*EXERCISE DIRECTIONS*:
Among these entries, how many lines contain "image"? Say the number and nothing else.

*SOURCE MATERIAL*:
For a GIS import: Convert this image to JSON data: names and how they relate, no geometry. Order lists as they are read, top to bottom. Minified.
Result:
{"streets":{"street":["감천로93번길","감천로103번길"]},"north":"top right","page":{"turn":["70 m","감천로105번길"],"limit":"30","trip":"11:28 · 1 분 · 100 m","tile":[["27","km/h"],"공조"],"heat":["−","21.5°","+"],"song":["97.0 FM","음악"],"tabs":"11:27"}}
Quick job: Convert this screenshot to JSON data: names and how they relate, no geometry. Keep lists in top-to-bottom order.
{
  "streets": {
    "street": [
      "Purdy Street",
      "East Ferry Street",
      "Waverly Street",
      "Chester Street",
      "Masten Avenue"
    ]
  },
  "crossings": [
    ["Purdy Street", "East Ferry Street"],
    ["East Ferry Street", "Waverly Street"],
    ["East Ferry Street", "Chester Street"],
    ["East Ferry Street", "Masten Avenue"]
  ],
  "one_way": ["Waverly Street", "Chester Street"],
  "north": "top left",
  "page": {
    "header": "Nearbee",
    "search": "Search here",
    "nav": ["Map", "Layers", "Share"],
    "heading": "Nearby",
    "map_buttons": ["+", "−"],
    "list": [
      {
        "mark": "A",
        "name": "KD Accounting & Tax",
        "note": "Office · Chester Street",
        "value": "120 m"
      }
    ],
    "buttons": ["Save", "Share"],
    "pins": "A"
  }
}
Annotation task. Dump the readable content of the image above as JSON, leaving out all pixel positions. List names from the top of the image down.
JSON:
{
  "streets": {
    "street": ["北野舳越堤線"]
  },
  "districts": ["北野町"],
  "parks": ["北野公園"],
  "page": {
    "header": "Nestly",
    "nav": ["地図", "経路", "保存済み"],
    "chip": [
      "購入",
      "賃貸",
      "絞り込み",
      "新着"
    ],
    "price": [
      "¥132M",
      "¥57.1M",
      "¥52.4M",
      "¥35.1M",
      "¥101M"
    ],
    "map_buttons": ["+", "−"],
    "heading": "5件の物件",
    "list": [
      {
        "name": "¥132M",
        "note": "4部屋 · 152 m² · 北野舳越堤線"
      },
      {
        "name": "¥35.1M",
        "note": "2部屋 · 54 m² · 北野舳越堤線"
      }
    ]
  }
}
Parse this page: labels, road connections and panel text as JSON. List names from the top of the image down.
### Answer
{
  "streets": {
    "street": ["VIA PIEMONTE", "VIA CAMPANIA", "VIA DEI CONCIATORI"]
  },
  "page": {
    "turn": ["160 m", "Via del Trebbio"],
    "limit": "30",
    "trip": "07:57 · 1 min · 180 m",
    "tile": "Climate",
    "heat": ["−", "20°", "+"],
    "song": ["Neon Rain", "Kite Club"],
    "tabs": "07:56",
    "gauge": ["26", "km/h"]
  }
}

*EXERCISE OUTPUT*:
3